Quick recovery and characterization of cell-free DNA in seminal plasma of normozoospermia and azoospermia: implications for non-invasive genetic utilities

Hong-Gang Li, Shi-Yun Huang, Hui Zhou, Ai-Hua Liao, Cheng-Liang Xiong

Family Planning Research Institute and Centre for Reproductive Medicine, Tongji Medical College, Huazhong University of Science and Technology, Wuhan 430030, China

Correspondence: Prof. Ai-Hua Liao, aihualiao@hotmail.com

Received 12 June 2009; Revised 26 July 2009; Accepted 7 September 2009; Published online 12 October 2009.


We established a quick and reliable method for recovering cell-free seminal DNA (cfsDNA), by using the binding-washing-elution procedure on the DNA purification column.
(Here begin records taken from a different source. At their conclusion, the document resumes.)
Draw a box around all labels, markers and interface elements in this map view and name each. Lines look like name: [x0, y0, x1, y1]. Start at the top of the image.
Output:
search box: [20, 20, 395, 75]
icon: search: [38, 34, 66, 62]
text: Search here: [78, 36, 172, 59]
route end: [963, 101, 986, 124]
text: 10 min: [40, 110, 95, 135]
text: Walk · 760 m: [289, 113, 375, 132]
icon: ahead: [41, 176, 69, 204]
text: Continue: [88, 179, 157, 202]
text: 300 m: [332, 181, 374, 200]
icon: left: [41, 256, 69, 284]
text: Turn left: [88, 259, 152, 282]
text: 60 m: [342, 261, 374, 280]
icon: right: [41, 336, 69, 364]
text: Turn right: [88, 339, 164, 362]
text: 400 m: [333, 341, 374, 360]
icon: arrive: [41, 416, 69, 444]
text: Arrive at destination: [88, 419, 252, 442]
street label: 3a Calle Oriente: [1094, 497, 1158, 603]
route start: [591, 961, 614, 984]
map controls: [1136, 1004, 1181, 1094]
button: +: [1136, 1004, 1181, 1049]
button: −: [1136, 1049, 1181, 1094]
Low variations (below 15%) among the triplicate values of cfsDNA quantity verified the reproducibility of our cfsDNA recovery method. Similar cfsDNA yield and size distribution between seminal plasma acquired by filtration and centrifugation confirmed the presence of cfsDNA. To investigate the general characterization of cfsDNA, the quantitation and size distribution of cfsDNA from normozoospermic and azoospermic semen were analyzed by real-time PCR and electrophoresis, respectively. CfsDNA concentration in semen with normozoospermia (n = 11) was 1.34 ±0.65 μg mL-1, whereas a higher cfsDNA concentration was observed in azoospermia (2.56 ± 1.43 μg mL-1, n = 9). The continuous distribution of DNA fragments ranging from ~1 kb to 15 kb and a spectrum of multiples of 180-bp fragments were observed in each normozoospermic and azoospermic sample. Distinct characteristic DNA ladder fragmentations in some azoospermic samples implicated that cfsDNA originate partly from apoptotic cells. CfsDNAs of 36 selected azoospermic patients with known information of Y chromosome microdeletion were subjected to the same microdeletion analysis by multiplex PCR and PCR amplification of sY114 (1 450 bp). All multiplex PCR reactions with cfsDNA amplified successfully and provided the same result as leukocyte DNA. PCR amplification of sY114 gave a 1 450-bp amplicon as expected. Our data suggested the potential use of cfsDNA in search of biomarker or diagnostic procedures.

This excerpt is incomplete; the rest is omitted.